Arabidopsis mitogen-activated protein kinase MPK12 interacts with the MAPK phosphatase IBR5 and regulates auxin signaling
Article first published online: 4 DEC 2008
© 2008 The Authors. Journal compilation © 2008 Blackwell Publishing Ltd
The Plant Journal
Volume 57, Issue 6, pages 975–985, March 2009
How to Cite
Lee, J. S., Wang, S., Sritubtim, S., Chen, J.-G. and Ellis, B. E. (2009), Arabidopsis mitogen-activated protein kinase MPK12 interacts with the MAPK phosphatase IBR5 and regulates auxin signaling. The Plant Journal, 57: 975–985. doi: 10.1111/j.1365-313X.2008.03741.x
- Issue published online: 10 MAR 2009
- Article first published online: 4 DEC 2008
- Received 7 September 2008; revised 17 October 2008; accepted 22 October 2008; published online 4 December 2008.

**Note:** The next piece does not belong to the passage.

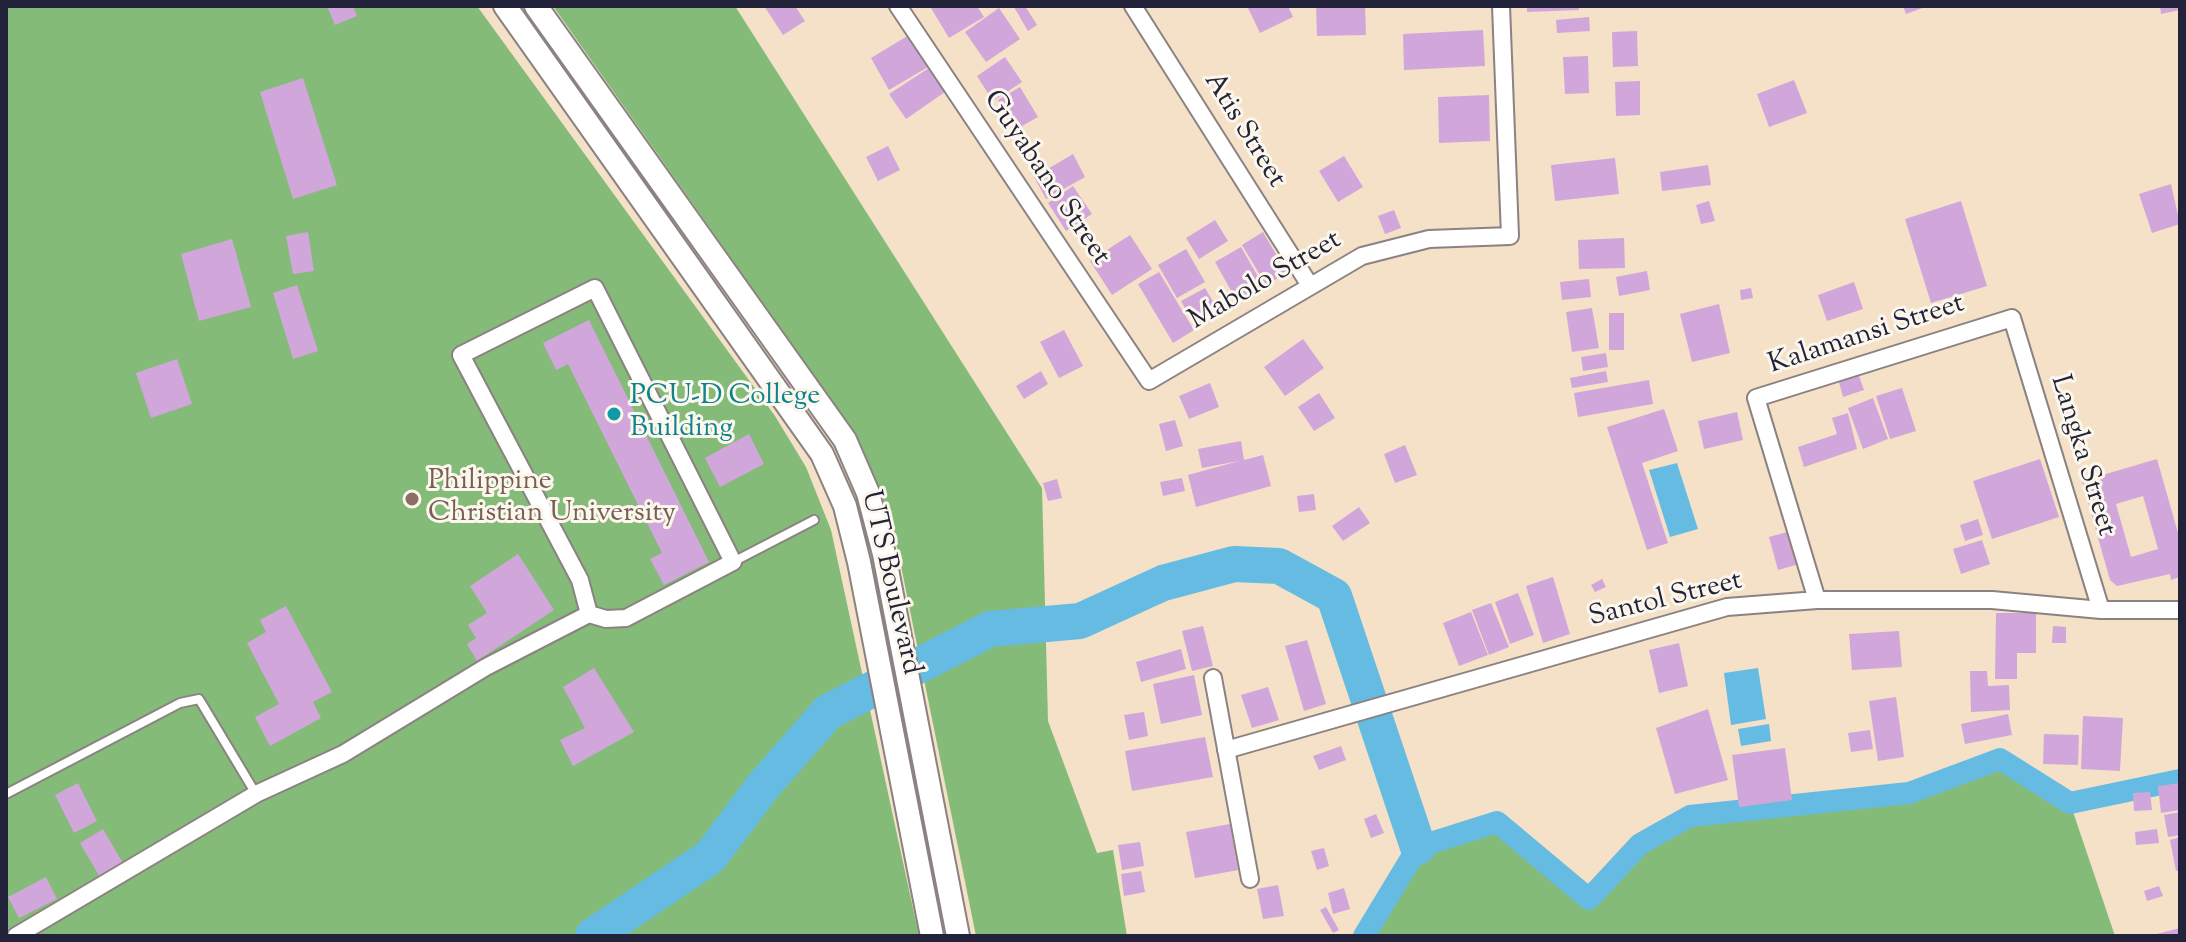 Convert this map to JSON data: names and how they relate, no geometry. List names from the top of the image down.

- protein–protein interaction;
- MAPK phosphatase;
Mitogen-activated protein kinase (MAPK) phosphatases are important negative regulators in the MAPK signaling pathways responsible for many essential processes in plants, including development, stress management and hormonal responses. A mutation in INDOLE-3-BUTYRIC ACID-RESPONSE5 (IBR5), which is predicted to encode a dual-specificity MAPK phosphatase, was previously reported to confer reduced sensitivity to auxin and ABA in Arabidopsis roots. To further characterize IBR5, and to understand how it might help integrate MAPK cascades with hormone signaling, we searched for IBR5-interacting MAPKs. Yeast two-hybrid assays, in vitro binding assays and in vivo protein co-immunoprecipitation studies demonstrated that MPK12 and IBR5 are physically coupled. The C-terminus of MPK12 appears to be essential for its interaction with IBR5, and in vitro dephosphorylation and immunocomplex kinase assays indicated that activated MPK12 is efficiently dephosphorylated and inactivated by IBR5. MPK12 and IBR5 mRNAs are both widely expressed across Arabidopsis tissues, and at the subcellular level each protein is predominantly localized in the nucleus. In transgenic plants with reduced expression of the MPK12 gene, root growth is hypersensitive to exogenous auxins, but shows normal ABA sensitivity. MPK12 suppression in an ibr5 background partially complements the ibr5 auxin-insensitivity phenotype. Our results demonstrate that IBR5 is a bona fide MAPK phosphatase, and suggest that MPK12 is both a physiological substrate of IBR5 and a novel negative regulator of auxin signaling in Arabidopsis.